__Problem description__: Copy the lines below exactly, starting with the first and finishing with the one holding "display:grid; place-items:center; width:80px;"; do not copy the pictures.

Stored items:

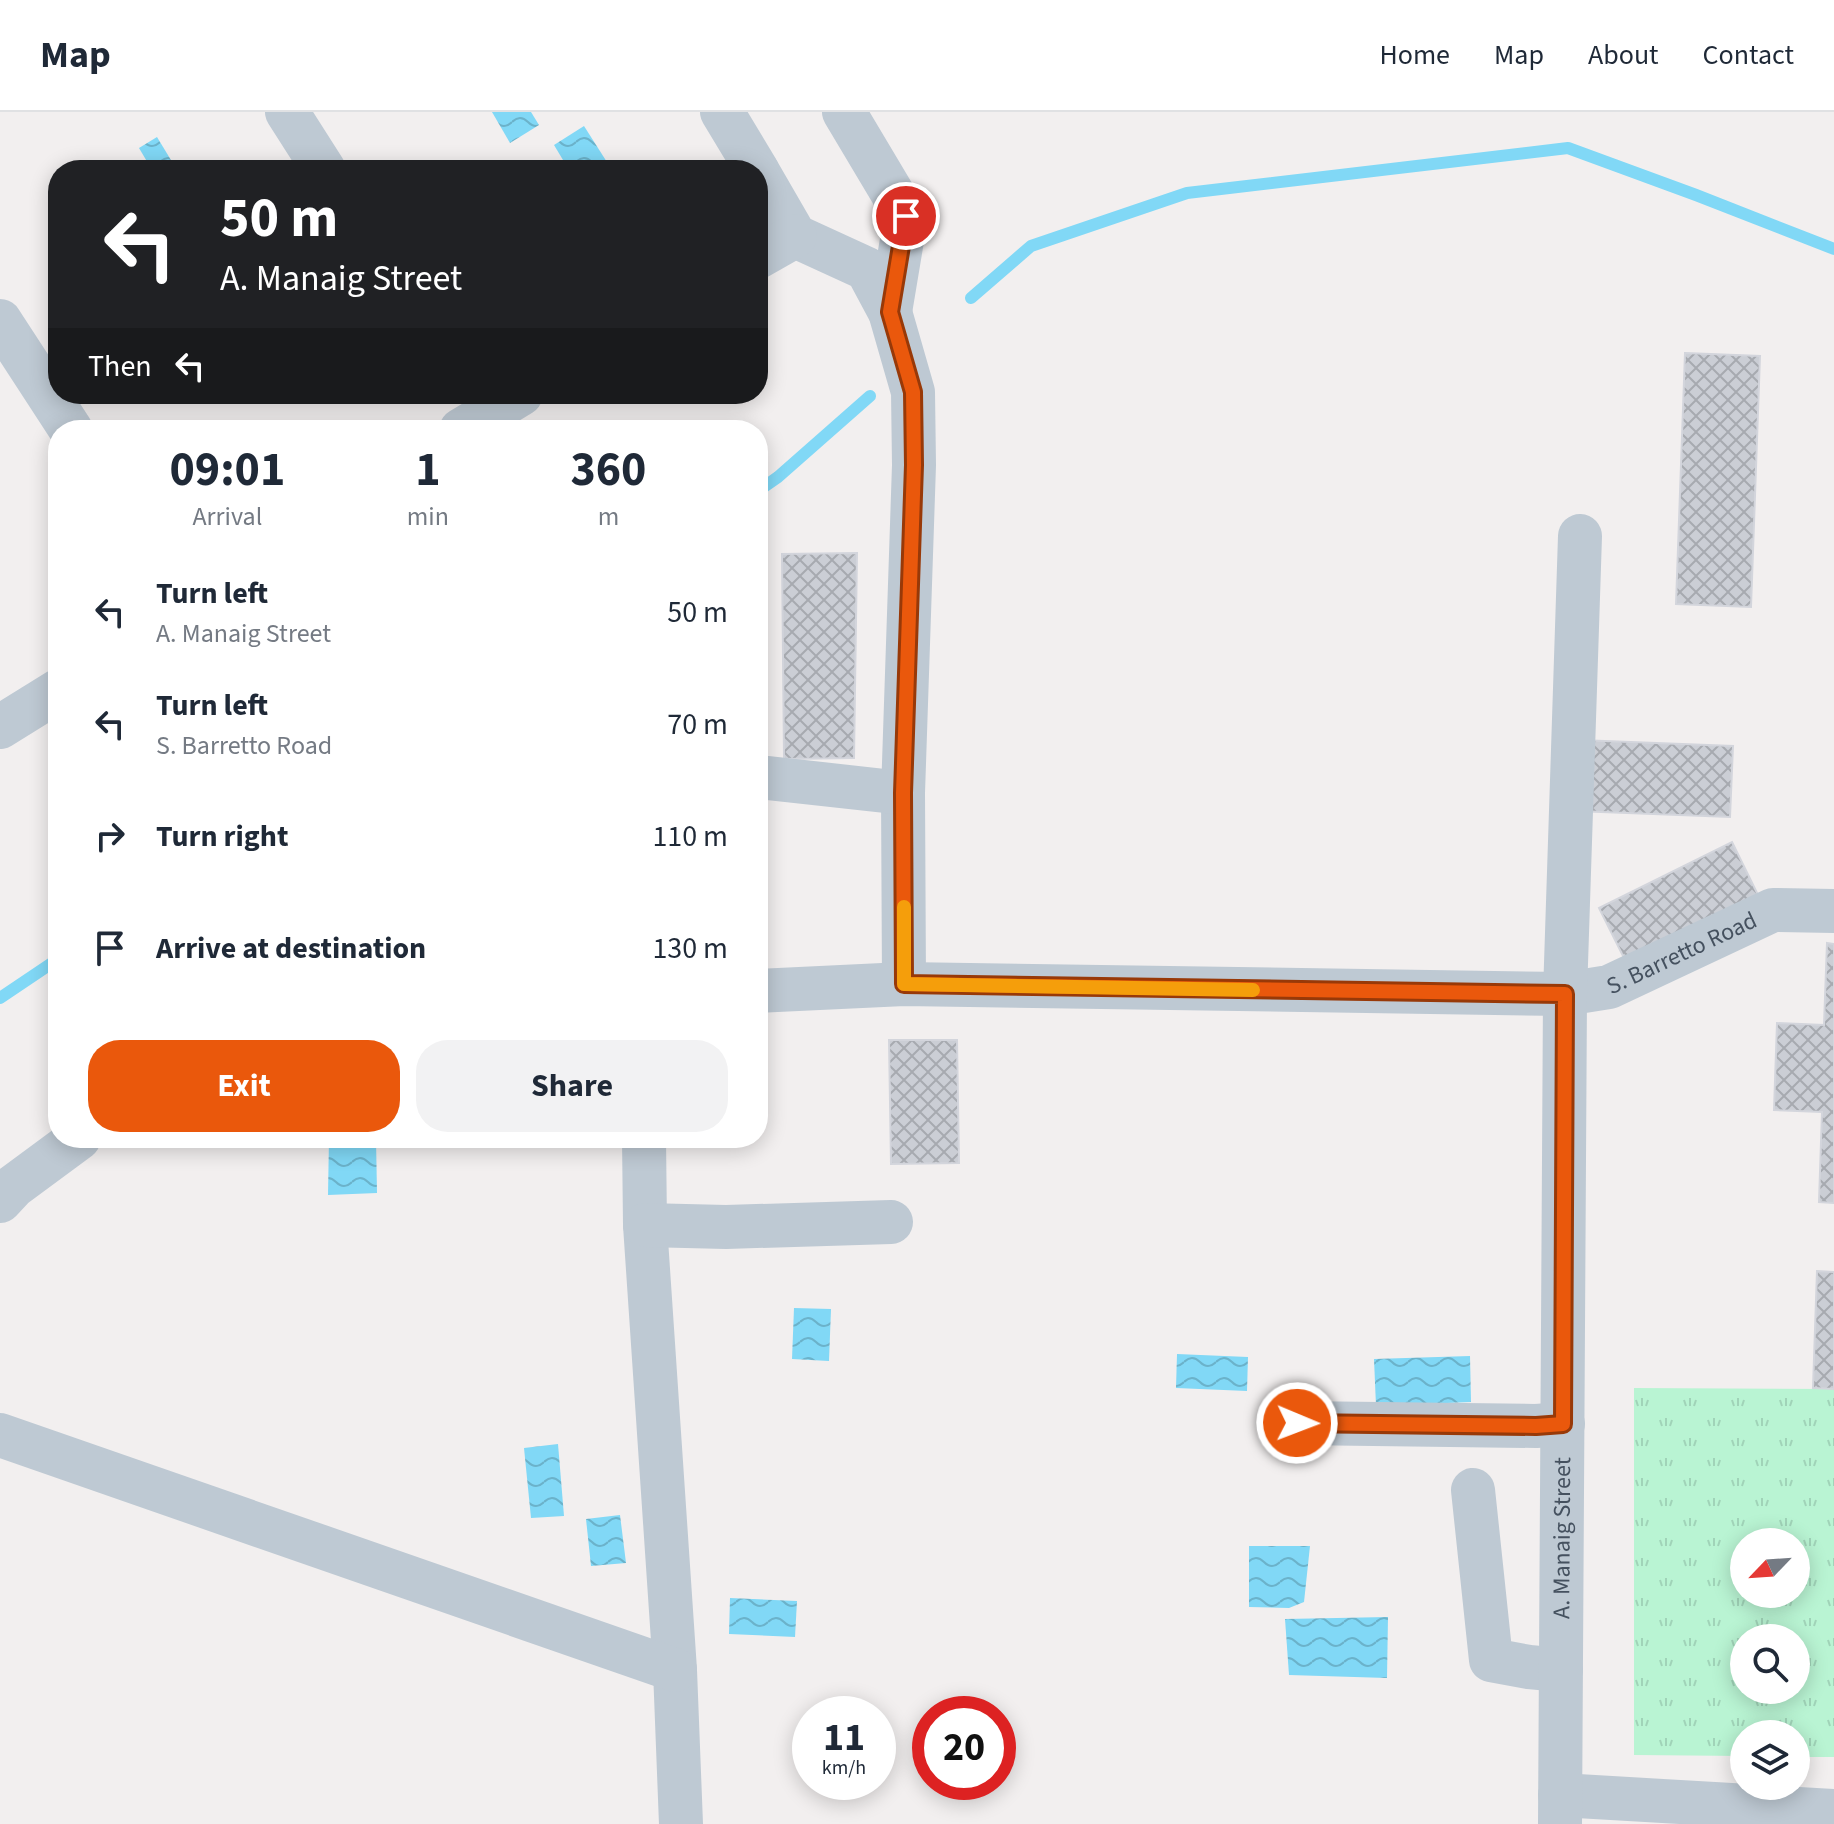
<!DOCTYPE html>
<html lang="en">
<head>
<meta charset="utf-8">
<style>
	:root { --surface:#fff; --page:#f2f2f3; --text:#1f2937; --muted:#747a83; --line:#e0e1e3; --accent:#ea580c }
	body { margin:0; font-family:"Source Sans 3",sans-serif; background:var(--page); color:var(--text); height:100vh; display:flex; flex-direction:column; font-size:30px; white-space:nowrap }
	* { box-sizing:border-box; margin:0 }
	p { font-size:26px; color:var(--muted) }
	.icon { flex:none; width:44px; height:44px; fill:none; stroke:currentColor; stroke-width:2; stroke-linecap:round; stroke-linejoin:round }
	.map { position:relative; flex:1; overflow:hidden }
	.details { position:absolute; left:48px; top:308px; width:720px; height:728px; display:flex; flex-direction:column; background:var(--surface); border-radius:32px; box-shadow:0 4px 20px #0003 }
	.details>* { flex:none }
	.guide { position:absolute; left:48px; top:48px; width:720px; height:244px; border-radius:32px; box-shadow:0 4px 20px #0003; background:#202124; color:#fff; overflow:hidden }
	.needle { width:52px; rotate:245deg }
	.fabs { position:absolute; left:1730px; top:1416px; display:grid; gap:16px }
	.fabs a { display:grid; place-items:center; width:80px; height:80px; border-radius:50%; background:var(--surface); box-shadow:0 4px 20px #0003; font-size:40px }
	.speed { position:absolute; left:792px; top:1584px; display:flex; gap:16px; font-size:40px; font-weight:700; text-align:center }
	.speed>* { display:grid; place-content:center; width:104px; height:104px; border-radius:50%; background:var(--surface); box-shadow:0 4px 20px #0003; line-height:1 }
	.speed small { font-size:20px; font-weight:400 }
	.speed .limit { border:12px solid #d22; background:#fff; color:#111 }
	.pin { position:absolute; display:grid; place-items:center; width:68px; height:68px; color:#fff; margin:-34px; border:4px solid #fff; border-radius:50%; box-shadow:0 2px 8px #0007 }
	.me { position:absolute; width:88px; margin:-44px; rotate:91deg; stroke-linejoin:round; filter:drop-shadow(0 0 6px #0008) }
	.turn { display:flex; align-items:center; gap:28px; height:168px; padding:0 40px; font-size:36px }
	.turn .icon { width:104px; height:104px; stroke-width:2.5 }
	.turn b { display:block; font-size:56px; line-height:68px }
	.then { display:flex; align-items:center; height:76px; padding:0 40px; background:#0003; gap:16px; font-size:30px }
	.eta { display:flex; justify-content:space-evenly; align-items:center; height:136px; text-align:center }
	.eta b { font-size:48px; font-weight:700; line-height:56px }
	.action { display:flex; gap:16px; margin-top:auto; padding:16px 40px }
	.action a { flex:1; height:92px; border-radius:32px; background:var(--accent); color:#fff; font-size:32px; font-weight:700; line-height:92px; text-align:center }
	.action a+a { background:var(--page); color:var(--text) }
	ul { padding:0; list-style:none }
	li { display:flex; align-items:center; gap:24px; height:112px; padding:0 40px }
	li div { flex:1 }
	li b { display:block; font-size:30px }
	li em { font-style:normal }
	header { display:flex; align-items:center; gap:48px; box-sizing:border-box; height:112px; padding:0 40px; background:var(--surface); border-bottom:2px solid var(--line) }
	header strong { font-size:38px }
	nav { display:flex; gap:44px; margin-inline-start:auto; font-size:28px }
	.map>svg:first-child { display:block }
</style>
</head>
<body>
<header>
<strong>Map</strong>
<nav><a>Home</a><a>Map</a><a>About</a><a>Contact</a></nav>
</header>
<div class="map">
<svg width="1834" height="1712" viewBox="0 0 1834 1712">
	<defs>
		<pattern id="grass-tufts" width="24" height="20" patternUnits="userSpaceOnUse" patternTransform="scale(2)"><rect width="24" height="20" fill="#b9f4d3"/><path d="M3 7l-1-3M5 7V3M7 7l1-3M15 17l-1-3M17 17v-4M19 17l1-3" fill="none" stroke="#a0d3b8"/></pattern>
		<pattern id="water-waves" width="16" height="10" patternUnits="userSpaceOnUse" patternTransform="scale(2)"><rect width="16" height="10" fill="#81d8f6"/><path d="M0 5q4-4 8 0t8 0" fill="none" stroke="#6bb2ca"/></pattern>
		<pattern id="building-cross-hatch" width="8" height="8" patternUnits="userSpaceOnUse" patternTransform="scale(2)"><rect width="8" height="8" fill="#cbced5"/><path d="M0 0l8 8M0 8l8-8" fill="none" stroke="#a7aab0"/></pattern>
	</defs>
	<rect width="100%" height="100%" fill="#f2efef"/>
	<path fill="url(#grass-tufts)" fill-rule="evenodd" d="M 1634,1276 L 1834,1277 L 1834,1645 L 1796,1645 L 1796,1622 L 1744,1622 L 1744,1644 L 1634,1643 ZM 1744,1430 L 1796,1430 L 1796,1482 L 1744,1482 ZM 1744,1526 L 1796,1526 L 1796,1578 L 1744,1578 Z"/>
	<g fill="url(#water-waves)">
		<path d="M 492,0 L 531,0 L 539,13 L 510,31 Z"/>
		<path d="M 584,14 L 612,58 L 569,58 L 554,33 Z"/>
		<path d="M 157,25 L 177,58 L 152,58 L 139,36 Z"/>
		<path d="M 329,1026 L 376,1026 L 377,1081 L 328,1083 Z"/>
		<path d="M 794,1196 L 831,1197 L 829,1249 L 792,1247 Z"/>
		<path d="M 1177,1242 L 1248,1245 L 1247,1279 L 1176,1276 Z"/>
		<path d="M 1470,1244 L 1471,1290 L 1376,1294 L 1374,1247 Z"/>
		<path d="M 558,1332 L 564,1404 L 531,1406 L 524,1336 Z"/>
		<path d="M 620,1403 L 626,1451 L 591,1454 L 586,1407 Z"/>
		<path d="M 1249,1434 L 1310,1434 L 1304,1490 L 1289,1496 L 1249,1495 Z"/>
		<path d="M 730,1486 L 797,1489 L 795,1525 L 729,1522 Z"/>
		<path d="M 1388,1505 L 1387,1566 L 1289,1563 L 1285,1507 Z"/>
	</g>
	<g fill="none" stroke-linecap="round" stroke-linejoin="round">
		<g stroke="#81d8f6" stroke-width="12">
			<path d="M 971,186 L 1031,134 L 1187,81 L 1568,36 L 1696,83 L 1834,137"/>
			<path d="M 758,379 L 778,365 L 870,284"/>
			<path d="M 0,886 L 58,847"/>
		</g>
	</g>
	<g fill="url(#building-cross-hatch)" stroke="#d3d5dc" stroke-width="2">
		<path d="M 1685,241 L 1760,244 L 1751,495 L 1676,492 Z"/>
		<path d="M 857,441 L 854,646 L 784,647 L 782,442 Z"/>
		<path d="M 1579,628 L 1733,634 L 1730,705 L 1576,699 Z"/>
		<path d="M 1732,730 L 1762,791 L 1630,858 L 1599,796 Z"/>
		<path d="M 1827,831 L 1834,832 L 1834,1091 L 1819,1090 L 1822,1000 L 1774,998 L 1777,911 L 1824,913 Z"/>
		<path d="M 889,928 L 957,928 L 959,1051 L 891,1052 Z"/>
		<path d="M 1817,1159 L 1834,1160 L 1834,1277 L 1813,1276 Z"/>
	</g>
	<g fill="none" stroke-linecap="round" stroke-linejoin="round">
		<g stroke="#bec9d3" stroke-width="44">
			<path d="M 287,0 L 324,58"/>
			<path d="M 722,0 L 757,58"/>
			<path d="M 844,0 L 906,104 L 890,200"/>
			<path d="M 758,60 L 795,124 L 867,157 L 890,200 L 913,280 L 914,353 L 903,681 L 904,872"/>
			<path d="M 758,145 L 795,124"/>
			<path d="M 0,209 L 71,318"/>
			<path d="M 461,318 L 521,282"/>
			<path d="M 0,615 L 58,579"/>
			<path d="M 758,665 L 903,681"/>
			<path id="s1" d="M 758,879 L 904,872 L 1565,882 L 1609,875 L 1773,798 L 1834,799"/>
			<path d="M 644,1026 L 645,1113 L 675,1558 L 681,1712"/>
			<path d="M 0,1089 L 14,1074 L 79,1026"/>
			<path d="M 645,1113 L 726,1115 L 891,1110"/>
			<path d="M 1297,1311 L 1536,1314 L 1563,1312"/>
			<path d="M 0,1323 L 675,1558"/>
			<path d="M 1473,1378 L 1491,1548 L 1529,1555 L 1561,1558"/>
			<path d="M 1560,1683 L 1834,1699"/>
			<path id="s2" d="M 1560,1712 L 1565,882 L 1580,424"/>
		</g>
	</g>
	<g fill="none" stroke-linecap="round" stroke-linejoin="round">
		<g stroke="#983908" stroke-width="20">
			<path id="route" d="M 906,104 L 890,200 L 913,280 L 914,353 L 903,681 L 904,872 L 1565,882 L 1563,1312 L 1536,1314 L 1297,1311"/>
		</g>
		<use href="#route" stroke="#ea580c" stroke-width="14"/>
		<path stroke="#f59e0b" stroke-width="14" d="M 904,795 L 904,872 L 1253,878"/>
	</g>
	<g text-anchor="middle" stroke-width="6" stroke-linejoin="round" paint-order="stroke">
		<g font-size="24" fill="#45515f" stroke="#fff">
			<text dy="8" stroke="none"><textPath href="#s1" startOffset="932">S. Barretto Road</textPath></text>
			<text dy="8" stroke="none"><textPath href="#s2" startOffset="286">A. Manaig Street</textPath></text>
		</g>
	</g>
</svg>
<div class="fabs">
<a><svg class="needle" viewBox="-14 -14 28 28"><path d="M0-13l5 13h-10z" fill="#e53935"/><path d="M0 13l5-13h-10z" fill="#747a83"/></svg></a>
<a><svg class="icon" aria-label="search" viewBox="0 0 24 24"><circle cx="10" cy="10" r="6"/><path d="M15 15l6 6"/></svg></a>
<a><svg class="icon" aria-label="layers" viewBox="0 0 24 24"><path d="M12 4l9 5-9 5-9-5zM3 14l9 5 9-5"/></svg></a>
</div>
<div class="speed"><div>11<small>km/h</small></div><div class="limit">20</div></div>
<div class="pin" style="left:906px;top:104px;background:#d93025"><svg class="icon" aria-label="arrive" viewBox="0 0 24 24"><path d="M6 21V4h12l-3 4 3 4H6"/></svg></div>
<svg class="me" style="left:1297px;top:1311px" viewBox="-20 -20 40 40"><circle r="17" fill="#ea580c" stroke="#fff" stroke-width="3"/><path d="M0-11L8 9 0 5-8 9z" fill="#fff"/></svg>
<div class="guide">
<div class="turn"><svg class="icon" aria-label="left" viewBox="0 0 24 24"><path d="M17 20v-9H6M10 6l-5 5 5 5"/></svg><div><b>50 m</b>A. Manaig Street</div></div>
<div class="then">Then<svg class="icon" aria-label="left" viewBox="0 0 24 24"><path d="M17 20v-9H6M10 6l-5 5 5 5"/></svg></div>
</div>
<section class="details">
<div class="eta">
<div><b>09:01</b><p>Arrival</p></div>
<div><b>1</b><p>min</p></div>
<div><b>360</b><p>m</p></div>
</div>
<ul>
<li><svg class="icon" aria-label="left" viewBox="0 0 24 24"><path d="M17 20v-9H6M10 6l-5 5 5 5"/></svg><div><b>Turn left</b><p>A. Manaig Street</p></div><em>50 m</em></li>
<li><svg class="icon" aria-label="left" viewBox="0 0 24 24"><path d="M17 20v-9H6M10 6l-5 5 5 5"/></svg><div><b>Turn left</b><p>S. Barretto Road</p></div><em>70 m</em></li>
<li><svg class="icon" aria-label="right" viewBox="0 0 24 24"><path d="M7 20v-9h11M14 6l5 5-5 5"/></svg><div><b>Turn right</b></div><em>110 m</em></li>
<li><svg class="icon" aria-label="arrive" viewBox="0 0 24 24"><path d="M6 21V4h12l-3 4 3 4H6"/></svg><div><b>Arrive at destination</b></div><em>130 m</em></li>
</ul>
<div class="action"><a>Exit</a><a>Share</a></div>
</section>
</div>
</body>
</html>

__Exercise response__:
<!DOCTYPE html>
<html lang="en">
<head>
<meta charset="utf-8">
<style>
	:root { --surface:#fff; --page:#f2f2f3; --text:#1f2937; --muted:#747a83; --line:#e0e1e3; --accent:#ea580c }
	body { margin:0; font-family:"Source Sans 3",sans-serif; background:var(--page); color:var(--text); height:100vh; display:flex; flex-direction:column; font-size:30px; white-space:nowrap }
	* { box-sizing:border-box; margin:0 }
	p { font-size:26px; color:var(--muted) }
	.icon { flex:none; width:44px; height:44px; fill:none; stroke:currentColor; stroke-width:2; stroke-linecap:round; stroke-linejoin:round }
	.map { position:relative; flex:1; overflow:hidden }
	.details { position:absolute; left:48px; top:308px; width:720px; height:728px; display:flex; flex-direction:column; background:var(--surface); border-radius:32px; box-shadow:0 4px 20px #0003 }
	.details>* { flex:none }
	.guide { position:absolute; left:48px; top:48px; width:720px; height:244px; border-radius:32px; box-shadow:0 4px 20px #0003; background:#202124; color:#fff; overflow:hidden }
	.needle { width:52px; rotate:245deg }
	.fabs { position:absolute; left:1730px; top:1416px; display:grid; gap:16px }
	.fabs a { display:grid; place-items:center; width:80px; height:80px; border-radius:50%; background:var(--surface); box-shadow:0 4px 20px #0003; font-size:40px }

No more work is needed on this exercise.